Even the bees are spreading hints to hang up the vinifera work. The absolutely single finest beverage I had among 75-100 other locally produced products was the sparkling unfiltered honey mead by Les Ruchers du Troubadour. The fermented honey has a waxiness that foils excessive sweetness. There is earth and herbs, or as my friend Rich pointed out, a certain umami to the wine. Some of the other foodie bloggers in the group all swooned over the clover leaf aromatics. This sparkling wine is astounding, something I could have taken a caseload back over the border. But of course, tricky wine laws prevented the sale of the wines during the grand tasting and the local government controlled stores had none in stock .

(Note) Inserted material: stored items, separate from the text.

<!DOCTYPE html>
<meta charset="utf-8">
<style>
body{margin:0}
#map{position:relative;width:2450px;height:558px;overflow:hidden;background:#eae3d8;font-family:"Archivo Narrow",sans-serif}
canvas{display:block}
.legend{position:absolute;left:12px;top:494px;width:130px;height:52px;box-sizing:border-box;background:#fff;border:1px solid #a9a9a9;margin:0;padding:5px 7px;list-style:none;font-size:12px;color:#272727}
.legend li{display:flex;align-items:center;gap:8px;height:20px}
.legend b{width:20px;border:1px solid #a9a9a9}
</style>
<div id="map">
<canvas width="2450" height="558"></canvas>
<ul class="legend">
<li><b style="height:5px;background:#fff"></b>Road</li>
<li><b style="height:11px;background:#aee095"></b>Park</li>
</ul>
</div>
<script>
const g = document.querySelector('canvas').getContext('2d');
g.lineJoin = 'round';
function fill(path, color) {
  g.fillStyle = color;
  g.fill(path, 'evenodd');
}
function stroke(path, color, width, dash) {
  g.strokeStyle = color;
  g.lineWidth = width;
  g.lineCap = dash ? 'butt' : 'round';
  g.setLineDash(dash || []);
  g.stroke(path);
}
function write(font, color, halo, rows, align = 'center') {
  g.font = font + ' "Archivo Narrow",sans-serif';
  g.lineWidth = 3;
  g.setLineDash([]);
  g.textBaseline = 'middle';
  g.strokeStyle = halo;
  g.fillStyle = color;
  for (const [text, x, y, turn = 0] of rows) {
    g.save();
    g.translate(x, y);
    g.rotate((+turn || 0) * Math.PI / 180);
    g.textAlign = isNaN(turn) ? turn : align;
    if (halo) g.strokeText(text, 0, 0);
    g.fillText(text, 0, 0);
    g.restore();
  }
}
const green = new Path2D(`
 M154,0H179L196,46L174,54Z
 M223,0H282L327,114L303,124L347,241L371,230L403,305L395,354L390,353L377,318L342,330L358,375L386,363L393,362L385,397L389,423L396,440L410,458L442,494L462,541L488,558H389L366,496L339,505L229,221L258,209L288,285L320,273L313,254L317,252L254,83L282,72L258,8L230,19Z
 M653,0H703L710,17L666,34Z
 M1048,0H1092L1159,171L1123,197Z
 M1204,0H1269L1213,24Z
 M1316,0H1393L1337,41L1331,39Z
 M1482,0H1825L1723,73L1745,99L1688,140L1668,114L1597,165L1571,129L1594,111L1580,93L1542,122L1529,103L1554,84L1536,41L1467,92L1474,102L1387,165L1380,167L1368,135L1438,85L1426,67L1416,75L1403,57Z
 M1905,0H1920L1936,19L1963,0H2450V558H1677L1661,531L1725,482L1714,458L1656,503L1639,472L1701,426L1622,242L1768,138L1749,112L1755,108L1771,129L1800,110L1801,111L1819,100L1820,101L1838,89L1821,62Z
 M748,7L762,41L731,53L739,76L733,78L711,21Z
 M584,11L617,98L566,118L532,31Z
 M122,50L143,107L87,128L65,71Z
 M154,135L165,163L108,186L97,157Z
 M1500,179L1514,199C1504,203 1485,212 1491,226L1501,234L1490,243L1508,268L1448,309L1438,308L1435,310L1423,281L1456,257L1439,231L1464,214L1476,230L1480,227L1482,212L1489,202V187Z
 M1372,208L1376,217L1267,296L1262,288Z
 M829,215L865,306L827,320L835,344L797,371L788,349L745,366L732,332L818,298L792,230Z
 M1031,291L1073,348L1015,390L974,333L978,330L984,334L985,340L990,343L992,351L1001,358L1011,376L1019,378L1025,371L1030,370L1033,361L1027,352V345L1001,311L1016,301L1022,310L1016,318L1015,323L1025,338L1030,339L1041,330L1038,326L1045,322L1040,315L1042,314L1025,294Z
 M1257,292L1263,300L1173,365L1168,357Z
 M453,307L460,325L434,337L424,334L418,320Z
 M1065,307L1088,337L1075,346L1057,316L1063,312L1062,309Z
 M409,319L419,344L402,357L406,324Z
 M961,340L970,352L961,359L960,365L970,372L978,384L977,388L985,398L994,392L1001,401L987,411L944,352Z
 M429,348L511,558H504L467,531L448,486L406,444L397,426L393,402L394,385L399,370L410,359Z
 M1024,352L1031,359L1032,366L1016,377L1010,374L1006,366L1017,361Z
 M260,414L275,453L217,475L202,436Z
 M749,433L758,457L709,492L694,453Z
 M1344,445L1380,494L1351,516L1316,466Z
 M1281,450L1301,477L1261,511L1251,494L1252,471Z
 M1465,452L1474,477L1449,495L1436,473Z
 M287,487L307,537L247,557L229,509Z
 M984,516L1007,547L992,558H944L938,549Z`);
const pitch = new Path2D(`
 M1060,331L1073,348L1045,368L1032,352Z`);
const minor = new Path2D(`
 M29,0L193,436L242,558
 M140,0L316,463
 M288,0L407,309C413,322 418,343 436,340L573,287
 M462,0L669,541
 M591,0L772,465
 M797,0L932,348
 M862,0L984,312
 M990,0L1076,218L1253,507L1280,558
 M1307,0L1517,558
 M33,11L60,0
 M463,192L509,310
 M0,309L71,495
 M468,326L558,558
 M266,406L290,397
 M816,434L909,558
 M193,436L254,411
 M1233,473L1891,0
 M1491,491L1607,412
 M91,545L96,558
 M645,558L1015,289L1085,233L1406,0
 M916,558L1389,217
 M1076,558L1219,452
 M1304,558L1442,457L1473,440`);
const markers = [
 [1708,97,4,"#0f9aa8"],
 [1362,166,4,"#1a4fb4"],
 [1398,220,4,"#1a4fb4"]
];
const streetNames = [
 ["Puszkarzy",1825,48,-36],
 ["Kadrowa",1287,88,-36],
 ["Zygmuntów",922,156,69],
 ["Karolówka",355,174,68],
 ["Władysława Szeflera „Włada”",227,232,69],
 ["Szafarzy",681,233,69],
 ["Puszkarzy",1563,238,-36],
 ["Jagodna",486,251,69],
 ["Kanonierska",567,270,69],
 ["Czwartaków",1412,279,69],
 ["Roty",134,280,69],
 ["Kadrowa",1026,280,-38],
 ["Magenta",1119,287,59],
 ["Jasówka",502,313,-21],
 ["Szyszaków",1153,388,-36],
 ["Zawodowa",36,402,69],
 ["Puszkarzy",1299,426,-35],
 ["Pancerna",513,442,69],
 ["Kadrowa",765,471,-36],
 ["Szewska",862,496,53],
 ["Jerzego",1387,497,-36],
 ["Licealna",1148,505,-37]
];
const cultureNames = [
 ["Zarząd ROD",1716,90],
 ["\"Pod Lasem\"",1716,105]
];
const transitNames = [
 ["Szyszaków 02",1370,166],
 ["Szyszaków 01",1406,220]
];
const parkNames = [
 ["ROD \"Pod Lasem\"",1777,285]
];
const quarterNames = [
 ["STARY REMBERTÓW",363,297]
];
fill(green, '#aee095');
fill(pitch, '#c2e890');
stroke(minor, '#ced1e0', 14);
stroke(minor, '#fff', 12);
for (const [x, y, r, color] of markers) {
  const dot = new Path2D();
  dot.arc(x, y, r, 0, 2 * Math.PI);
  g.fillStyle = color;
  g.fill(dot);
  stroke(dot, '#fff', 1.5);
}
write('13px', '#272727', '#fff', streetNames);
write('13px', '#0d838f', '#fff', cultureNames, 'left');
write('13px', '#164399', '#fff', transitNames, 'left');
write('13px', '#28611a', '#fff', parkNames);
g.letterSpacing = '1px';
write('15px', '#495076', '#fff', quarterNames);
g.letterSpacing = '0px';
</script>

Are bees and apples the beginning and end of real long term fermentation success in Quebec? If Champagne, Alsace, and Niagara all sit in the 49th Parallel, then shouldn’t there some hope for Quebec and vinifera? Maybe not if you look at temperature ranges of all these 49th parallel regions and note that Quebec has much lower wintertime temperatures than Niagara and bottom ranges that are not even close to the European 49th parallel regions:
Montreal, Quebec Temperature Range
Niagara-On-The-Lake Temperature Range
Champagne Temperature Range
Alsace Temperature Range
If the 45th parallel is the sweet spot (Bordeaux, Rhone Valley, Willamette, Piedmont) for global wine positioning, does it automatically mean that all 45th parallel regions across the globe (wine growing pieces of Russia, Croatia, China, and Michigan) will fare equally well? If natural winemaking is your thing, and that means man plays little to no role compared to nature, then Quebec is a vinifera longshot. The manipulations in the vineyard, constant pruning, burying of the vines, low training, and everything else that goes on in a place that nature scorns is anything but natural. It is an all out war and all we can do is watch these outgunned generals maneuver against the odds relying on vision, tenacity, and commitment to local lands.